While the added carbon can help to alleviate the volume expansion from the cycling process, it also decreases the full cell volumetric energy density. Due to the heat generated from the ball milling process, decreasing the carbon content using the traditional milling process can increase cold-welding of the metal grains (e.g., metal particles), especially for the low melting temperature metals such as Sn. This can increase both the grain size and the secondary particle size, which are undesirable for battery applications. Therefore, a new processing route is needed to fabricate anode particles with desired micro/nanostructures.

In this disclosure, we demonstrate a new route using cryogenic milling (cryomilling) to fabricate nanostructured alloy anodes. Disclosed are new cryomilling techniques and nanostructured materials, devices, systems and methods of their fabrication using cryomilling techniques.

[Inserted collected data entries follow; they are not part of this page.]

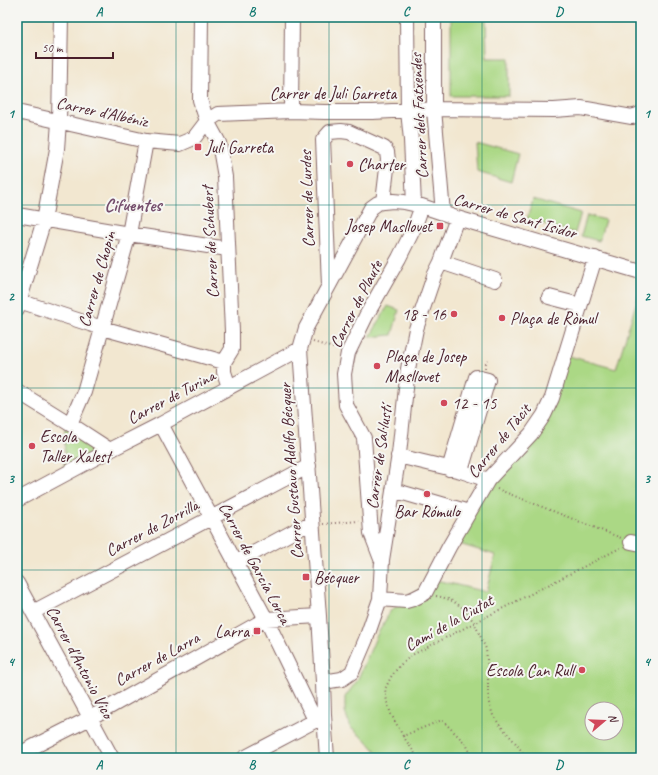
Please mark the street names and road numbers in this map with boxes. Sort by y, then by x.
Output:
street label: Carrer dels Fatxendes [405,51,433,179]
street label: Carrer de Juli Garreta [270,83,398,104]
street label: Carrer d'Albéniz [55,92,151,132]
street label: Carrer de Lurdes [295,148,319,248]
street label: Carrer de Schubert [196,183,223,299]
street label: Carrer de Sant Isidor [451,188,581,244]
street label: Carrer de Chopin [73,227,121,329]
street label: Carrer de Plaute [325,255,388,351]
street label: Carrer de Turina [124,364,220,429]
street label: Carrer Gustavo Adolfo Bécquer [274,380,308,560]
street label: Carrer de Tàcit [463,398,537,483]
street label: Carrer de Sal·lustí [361,400,397,511]
street label: Carrer de Zorrilla [102,494,204,561]
street label: Carrer de García Lorca [214,498,297,629]
street label: Camí de la Ciutat [401,589,499,656]
street label: Carrer d'Antonio Vico [42,602,119,724]
street label: Carrer de Larra [111,627,204,691]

Cryomilling is a cost-effective manufacturing method that is already widely used in the food industry, polymer powder synthesis, and fabrication of nanostructured alloys. Due to the presence of a ductile-to-brittle transition for many materials at low temperatures, cryomilling can efficiently alleviate the cold-welding and reduce the grain/particle size. Previous studies have also demonstrated the usage of cryomilling to evenly distribute various types of carbon between metal grains for mechanical properties enhancements. To demonstrate the feasibility and the benefits of cryomilling on the fabrication of battery anode materials, SnSb intermetallic was selected as a model system. SnSb has attracted considerable attention due to its high theoretical capacity of 825 mAh/g. Additionally, researchers have found the two-step lithiation reaction of SnSb can create a LiSb matrix structure to buffer the volume expansion and improve the cycling stability. However, bulk micron size SnSb particle can still form cracks upon cycling, resulting in capacity decay upon cycling.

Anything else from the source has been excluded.